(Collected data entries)
= = =

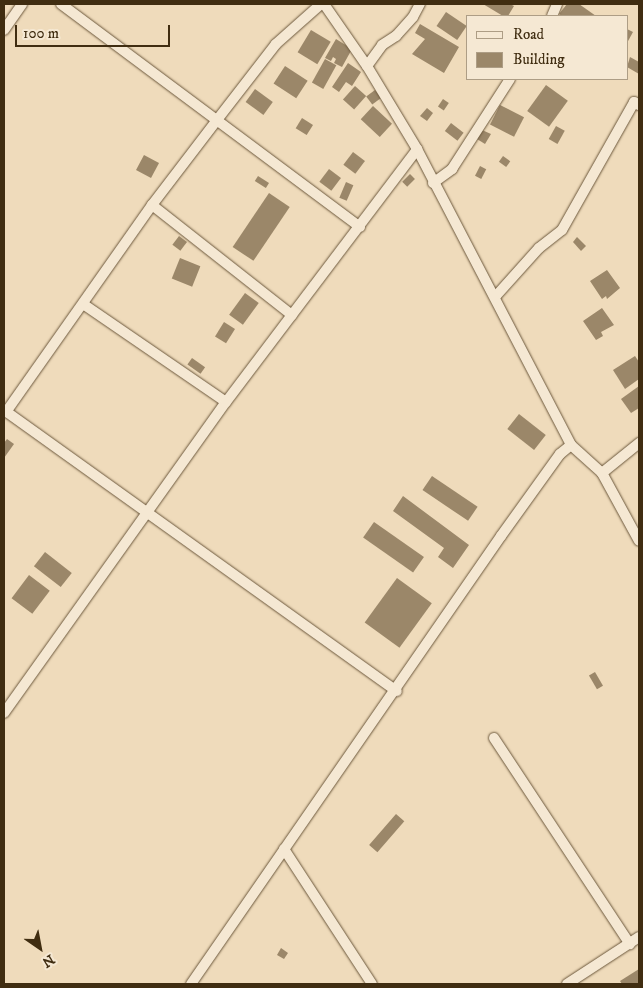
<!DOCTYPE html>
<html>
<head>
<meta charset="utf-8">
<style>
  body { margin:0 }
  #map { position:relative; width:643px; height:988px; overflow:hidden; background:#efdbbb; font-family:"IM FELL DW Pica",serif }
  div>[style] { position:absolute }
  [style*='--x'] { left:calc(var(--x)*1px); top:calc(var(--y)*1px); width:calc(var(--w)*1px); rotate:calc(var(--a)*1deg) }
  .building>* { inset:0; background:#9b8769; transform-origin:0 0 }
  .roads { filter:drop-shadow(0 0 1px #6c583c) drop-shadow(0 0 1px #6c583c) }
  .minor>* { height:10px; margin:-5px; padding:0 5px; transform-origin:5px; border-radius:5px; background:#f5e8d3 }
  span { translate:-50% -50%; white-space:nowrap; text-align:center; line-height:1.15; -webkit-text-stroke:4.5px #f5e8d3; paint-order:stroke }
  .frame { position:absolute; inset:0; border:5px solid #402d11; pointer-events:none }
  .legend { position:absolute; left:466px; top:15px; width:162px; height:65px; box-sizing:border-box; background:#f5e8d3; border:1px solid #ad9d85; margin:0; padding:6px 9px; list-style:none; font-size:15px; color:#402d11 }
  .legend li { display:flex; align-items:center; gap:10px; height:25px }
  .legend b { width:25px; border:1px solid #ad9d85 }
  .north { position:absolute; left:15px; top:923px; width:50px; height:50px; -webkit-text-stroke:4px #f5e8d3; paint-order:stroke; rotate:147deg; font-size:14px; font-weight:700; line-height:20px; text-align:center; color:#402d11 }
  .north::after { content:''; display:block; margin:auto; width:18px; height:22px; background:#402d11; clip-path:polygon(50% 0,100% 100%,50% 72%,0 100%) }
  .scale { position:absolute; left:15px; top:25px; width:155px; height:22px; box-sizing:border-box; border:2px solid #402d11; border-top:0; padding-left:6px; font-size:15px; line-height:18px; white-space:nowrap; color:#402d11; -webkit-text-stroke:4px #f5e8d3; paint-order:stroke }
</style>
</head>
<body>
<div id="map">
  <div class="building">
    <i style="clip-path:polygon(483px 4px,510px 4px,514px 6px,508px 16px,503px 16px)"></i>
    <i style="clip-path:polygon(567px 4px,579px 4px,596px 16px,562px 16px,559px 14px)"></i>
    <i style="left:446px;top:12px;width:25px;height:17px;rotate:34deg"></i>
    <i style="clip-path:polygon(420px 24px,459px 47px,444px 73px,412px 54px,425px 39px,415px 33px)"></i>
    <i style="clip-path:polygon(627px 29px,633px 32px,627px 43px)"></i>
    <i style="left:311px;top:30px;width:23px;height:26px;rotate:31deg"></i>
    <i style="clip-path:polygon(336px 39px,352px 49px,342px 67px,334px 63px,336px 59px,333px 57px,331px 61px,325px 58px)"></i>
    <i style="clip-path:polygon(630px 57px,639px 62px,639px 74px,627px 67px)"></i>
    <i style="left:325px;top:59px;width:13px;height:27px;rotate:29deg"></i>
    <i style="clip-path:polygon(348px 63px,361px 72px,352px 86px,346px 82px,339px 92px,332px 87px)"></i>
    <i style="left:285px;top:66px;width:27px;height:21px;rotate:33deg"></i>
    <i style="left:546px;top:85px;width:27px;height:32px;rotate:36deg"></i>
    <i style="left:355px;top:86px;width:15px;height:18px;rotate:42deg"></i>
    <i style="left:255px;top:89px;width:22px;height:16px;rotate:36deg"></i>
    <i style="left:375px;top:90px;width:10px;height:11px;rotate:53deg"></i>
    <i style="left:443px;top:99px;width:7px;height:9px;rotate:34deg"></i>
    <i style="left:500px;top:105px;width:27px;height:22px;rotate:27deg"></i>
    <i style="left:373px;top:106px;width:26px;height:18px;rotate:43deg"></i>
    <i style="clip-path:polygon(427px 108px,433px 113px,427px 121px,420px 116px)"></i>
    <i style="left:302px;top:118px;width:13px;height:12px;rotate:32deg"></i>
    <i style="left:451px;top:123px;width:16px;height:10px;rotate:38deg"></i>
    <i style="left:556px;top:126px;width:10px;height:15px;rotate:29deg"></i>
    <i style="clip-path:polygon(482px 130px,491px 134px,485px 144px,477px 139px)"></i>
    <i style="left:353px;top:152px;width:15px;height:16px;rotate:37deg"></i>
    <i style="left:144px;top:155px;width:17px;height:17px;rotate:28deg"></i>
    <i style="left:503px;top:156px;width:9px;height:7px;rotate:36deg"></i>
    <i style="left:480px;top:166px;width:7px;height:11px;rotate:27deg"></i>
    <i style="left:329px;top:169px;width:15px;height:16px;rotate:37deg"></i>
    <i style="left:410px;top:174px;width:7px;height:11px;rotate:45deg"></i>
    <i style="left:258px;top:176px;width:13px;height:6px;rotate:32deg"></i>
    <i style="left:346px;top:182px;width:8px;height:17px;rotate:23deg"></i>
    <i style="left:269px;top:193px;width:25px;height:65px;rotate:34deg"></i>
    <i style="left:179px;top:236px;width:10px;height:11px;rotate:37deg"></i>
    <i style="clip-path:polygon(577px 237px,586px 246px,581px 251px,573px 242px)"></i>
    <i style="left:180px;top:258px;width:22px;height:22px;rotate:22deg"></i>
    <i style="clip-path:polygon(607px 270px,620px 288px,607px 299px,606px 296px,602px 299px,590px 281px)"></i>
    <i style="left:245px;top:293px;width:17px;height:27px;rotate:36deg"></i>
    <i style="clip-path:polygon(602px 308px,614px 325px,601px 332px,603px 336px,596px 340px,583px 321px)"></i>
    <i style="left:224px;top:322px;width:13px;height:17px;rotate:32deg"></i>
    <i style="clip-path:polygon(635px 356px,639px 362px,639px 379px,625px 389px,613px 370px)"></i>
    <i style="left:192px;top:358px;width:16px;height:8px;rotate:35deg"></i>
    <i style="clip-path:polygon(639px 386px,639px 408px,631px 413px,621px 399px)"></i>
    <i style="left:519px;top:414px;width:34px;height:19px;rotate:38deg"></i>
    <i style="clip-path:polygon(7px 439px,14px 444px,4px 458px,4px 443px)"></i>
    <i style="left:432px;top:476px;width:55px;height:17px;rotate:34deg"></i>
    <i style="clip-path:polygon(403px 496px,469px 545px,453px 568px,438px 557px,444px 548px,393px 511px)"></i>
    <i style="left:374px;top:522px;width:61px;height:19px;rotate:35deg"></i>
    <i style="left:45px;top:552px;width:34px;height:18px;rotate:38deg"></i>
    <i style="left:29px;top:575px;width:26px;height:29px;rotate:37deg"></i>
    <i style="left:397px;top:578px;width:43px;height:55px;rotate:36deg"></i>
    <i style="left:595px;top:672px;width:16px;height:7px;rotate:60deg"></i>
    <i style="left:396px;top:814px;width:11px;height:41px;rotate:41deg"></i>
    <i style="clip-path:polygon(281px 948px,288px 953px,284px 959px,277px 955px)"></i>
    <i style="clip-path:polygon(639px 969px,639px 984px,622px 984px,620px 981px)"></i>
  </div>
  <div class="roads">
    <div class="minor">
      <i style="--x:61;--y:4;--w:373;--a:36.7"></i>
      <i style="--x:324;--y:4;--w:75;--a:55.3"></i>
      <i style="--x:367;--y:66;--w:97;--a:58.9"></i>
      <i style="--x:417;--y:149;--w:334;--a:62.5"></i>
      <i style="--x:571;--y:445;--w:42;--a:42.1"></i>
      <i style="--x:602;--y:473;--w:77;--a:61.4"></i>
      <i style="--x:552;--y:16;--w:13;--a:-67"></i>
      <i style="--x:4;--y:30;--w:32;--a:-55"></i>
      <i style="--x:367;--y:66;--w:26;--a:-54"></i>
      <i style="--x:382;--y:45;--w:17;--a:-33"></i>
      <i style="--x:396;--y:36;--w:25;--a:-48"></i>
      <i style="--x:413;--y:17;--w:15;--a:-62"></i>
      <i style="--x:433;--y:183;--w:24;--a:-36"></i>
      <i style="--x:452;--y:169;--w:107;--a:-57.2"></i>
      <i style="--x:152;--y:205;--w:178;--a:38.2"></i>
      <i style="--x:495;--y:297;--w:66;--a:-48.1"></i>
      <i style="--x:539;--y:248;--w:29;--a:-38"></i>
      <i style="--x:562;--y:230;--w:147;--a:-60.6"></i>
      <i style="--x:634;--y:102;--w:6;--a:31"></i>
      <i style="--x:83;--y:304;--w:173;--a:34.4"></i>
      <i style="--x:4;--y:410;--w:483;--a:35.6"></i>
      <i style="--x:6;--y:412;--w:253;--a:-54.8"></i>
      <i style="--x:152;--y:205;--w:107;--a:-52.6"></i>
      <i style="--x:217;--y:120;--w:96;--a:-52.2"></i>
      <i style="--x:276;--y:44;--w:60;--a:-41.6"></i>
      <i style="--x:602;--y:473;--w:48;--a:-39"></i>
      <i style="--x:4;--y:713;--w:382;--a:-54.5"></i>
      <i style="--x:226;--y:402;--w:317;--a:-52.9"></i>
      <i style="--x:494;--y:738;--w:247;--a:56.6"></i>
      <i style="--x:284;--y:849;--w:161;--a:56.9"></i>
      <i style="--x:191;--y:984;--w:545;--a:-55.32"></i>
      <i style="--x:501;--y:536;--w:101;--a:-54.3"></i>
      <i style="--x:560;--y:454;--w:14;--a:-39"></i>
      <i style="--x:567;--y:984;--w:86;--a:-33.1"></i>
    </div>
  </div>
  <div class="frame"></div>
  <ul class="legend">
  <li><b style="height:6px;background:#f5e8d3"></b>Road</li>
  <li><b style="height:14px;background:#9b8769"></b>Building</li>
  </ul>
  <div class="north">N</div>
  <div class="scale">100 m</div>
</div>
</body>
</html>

= = =

TASK TO CARRY OUT — Without the pictures, copy the entries from their first line through the line containing "filter:drop-shadow(0 0 1px", and only those lines.

SOLUTION TO THIS PROBLEM —
<!DOCTYPE html>
<html>
<head>
<meta charset="utf-8">
<style>
  body { margin:0 }
  #map { position:relative; width:643px; height:988px; overflow:hidden; background:#efdbbb; font-family:"IM FELL DW Pica",serif }
  div>[style] { position:absolute }
  [style*='--x'] { left:calc(var(--x)*1px); top:calc(var(--y)*1px); width:calc(var(--w)*1px); rotate:calc(var(--a)*1deg) }
  .building>* { inset:0; background:#9b8769; transform-origin:0 0 }
  .roads { filter:drop-shadow(0 0 1px #6c583c) drop-shadow(0 0 1px #6c583c) }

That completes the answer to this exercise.